— Try it —
Retype each line below precisely and omit all images.

— Provided entries —
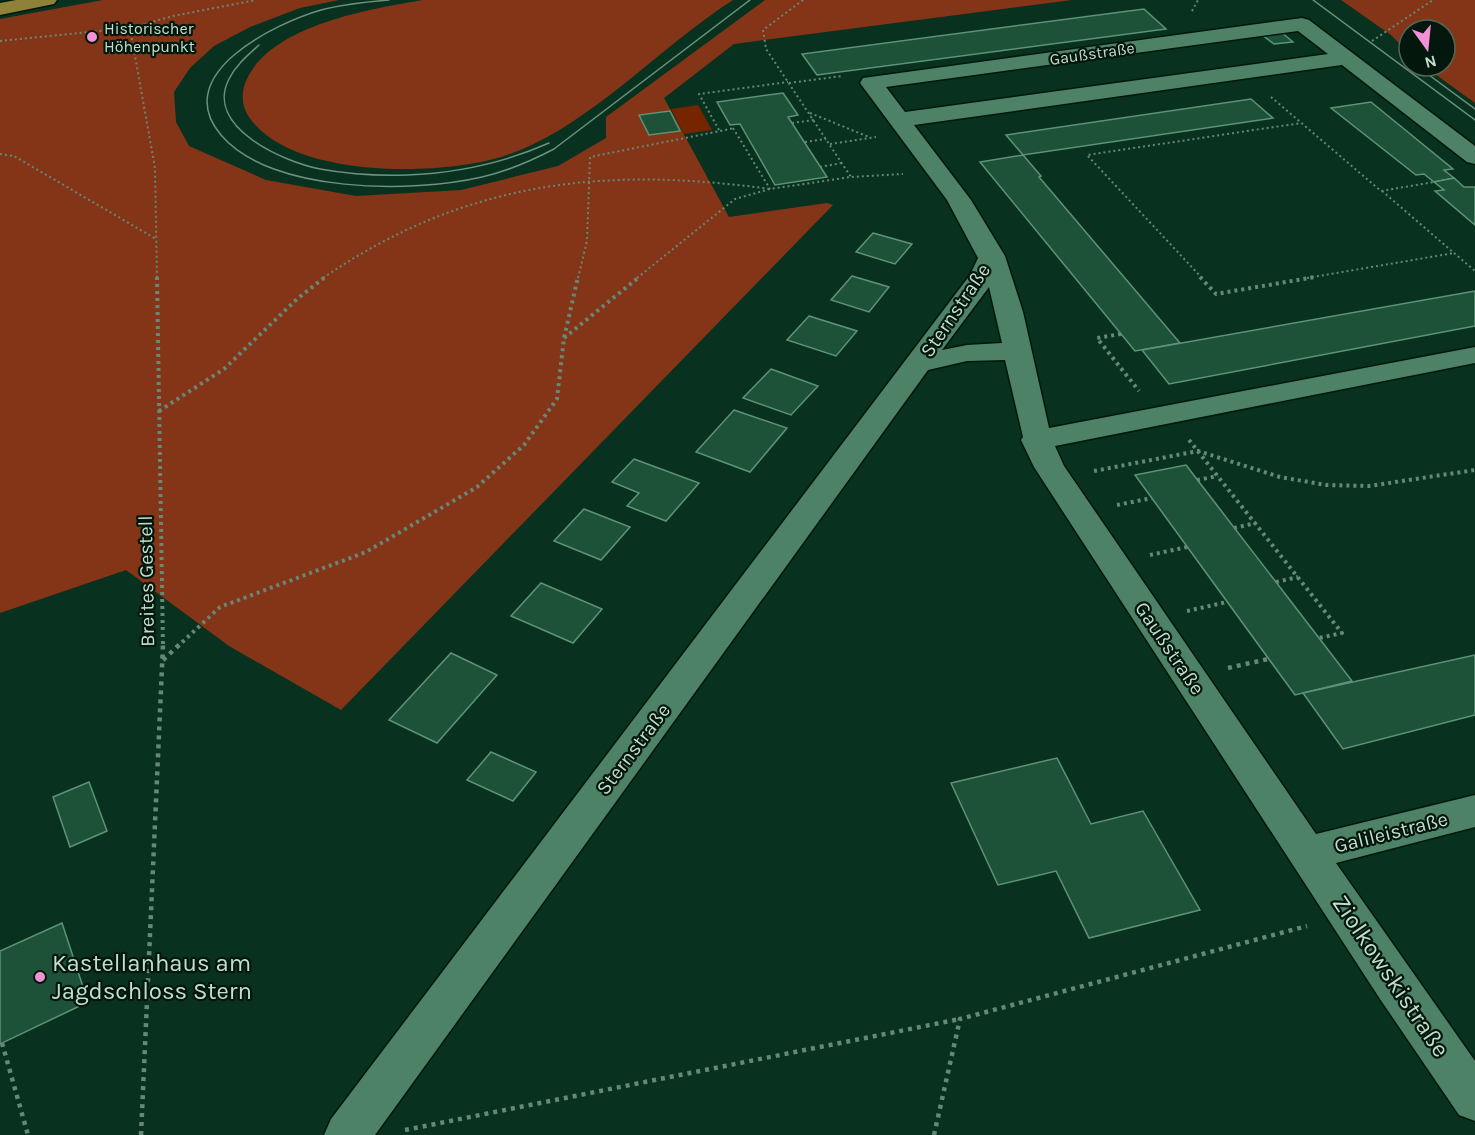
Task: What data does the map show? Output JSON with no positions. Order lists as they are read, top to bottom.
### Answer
{
  "streets": {
    "street": [
      "Gaußstraße",
      "Sternstraße",
      "Galileistraße",
      "Ziolkowskistraße"
    ],
    "path": ["Breites Gestell"]
  },
  "crossings": [
    ["Gaußstraße", "Sternstraße"],
    ["Gaußstraße", "Galileistraße"],
    ["Gaußstraße", "Ziolkowskistraße"],
    ["Galileistraße", "Ziolkowskistraße"]
  ],
  "places": ["Historischer Höhenpunkt", "Kastellanhaus am Jagdschloss Stern"],
  "north": "bottom"
}
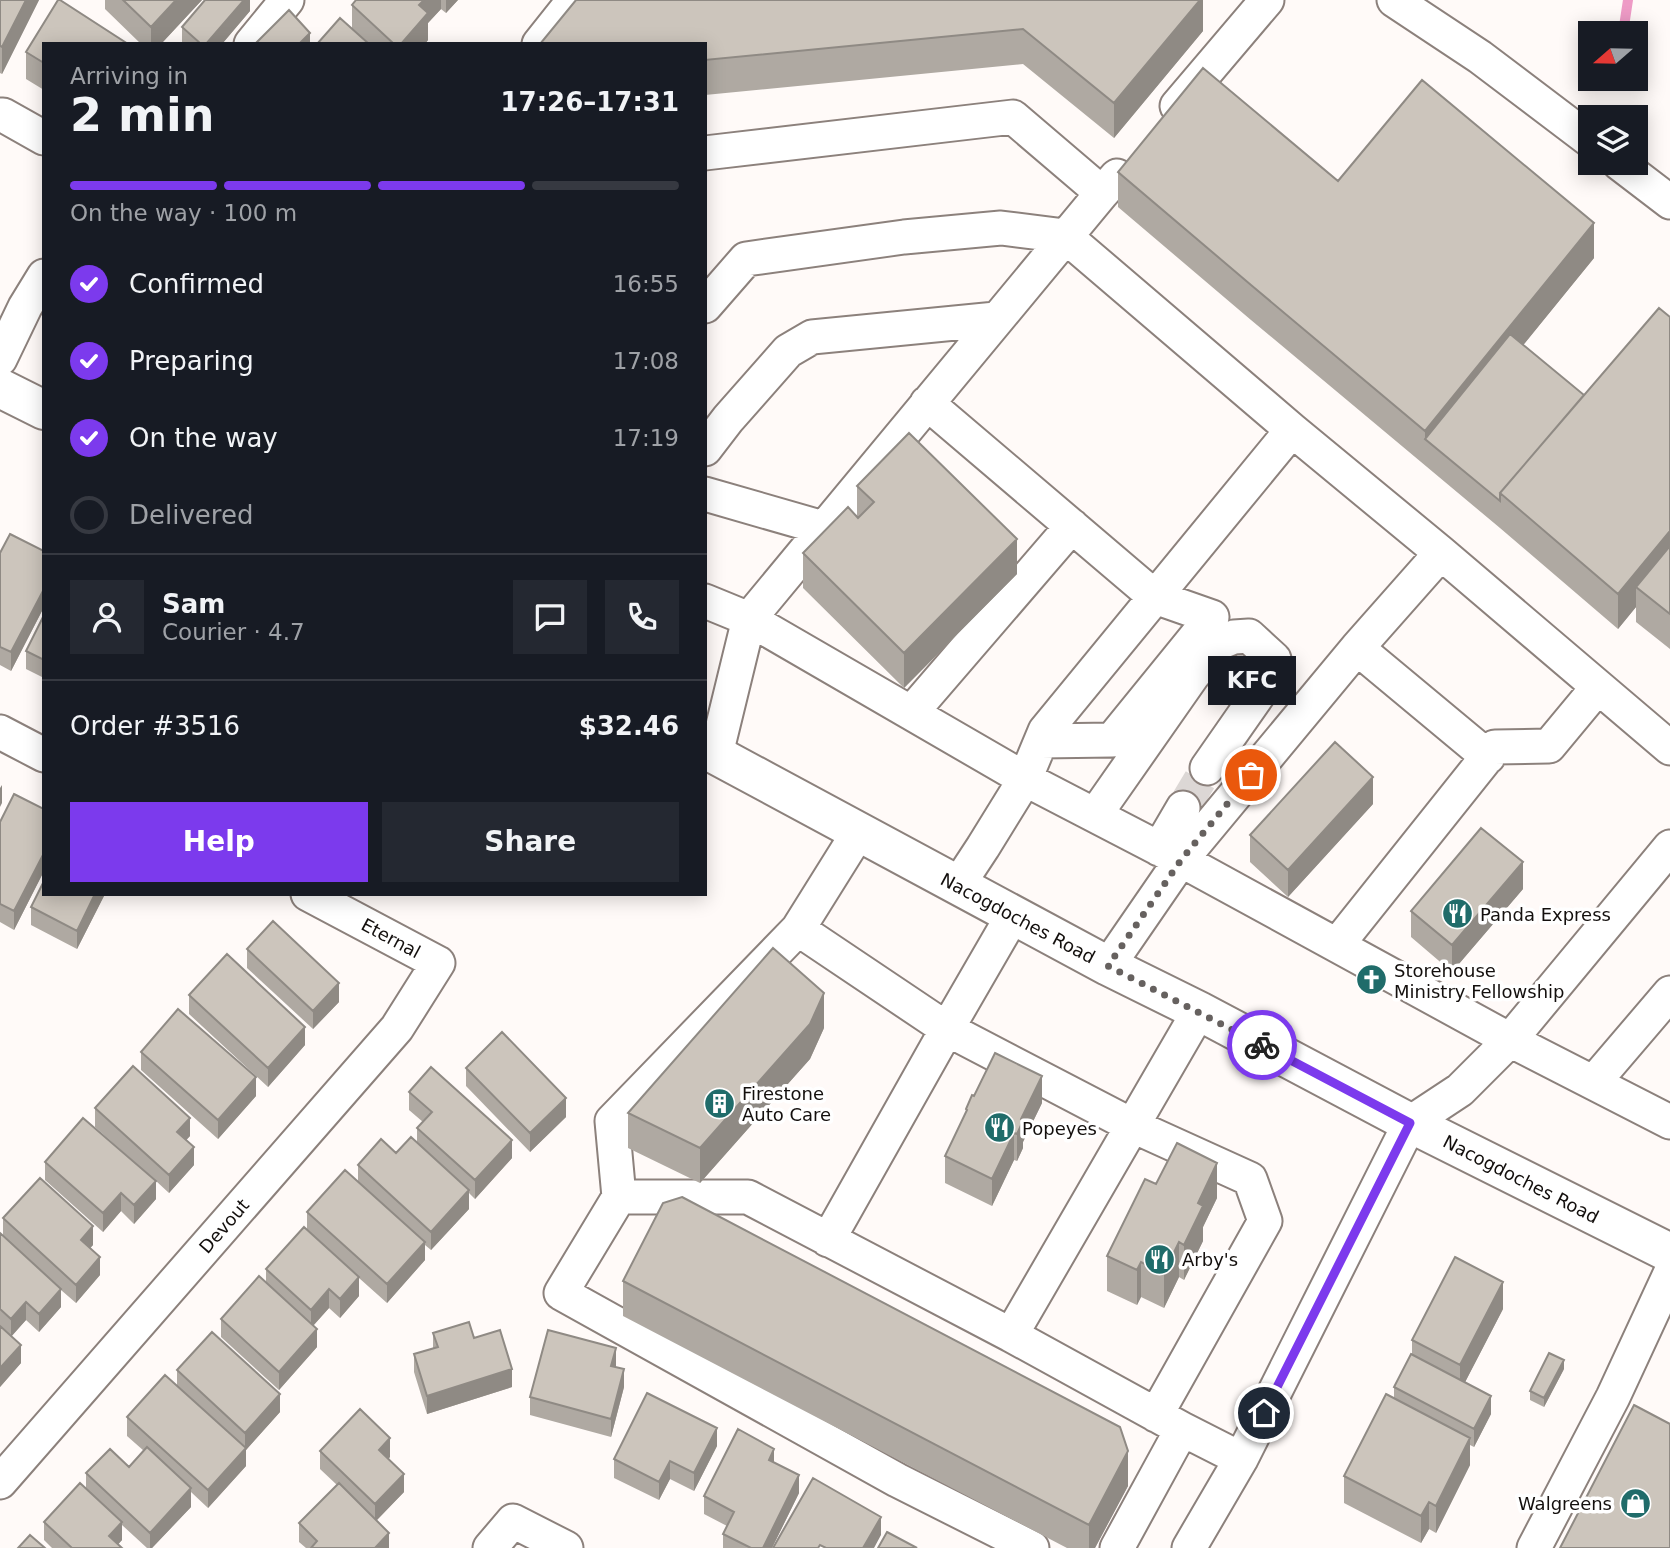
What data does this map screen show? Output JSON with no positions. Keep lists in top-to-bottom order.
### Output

— Reply —
Task: What data does the map show? Output JSON with no positions. Order lists as they are read, top to bottom.
### Answer
{
  "streets": {
    "street": [
      "Gaußstraße",
      "Sternstraße",
      "Galileistraße",
      "Ziolkowskistraße"
    ],
    "path": ["Breites Gestell"]
  },
  "crossings": [
    ["Gaußstraße", "Sternstraße"],
    ["Gaußstraße", "Galileistraße"],
    ["Gaußstraße", "Ziolkowskistraße"],
    ["Galileistraße", "Ziolkowskistraße"]
  ],
  "places": ["Historischer Höhenpunkt", "Kastellanhaus am Jagdschloss Stern"],
  "north": "bottom"
}
What data does this map screen show? Output JSON with no positions. Keep lists in top-to-bottom order.
### Output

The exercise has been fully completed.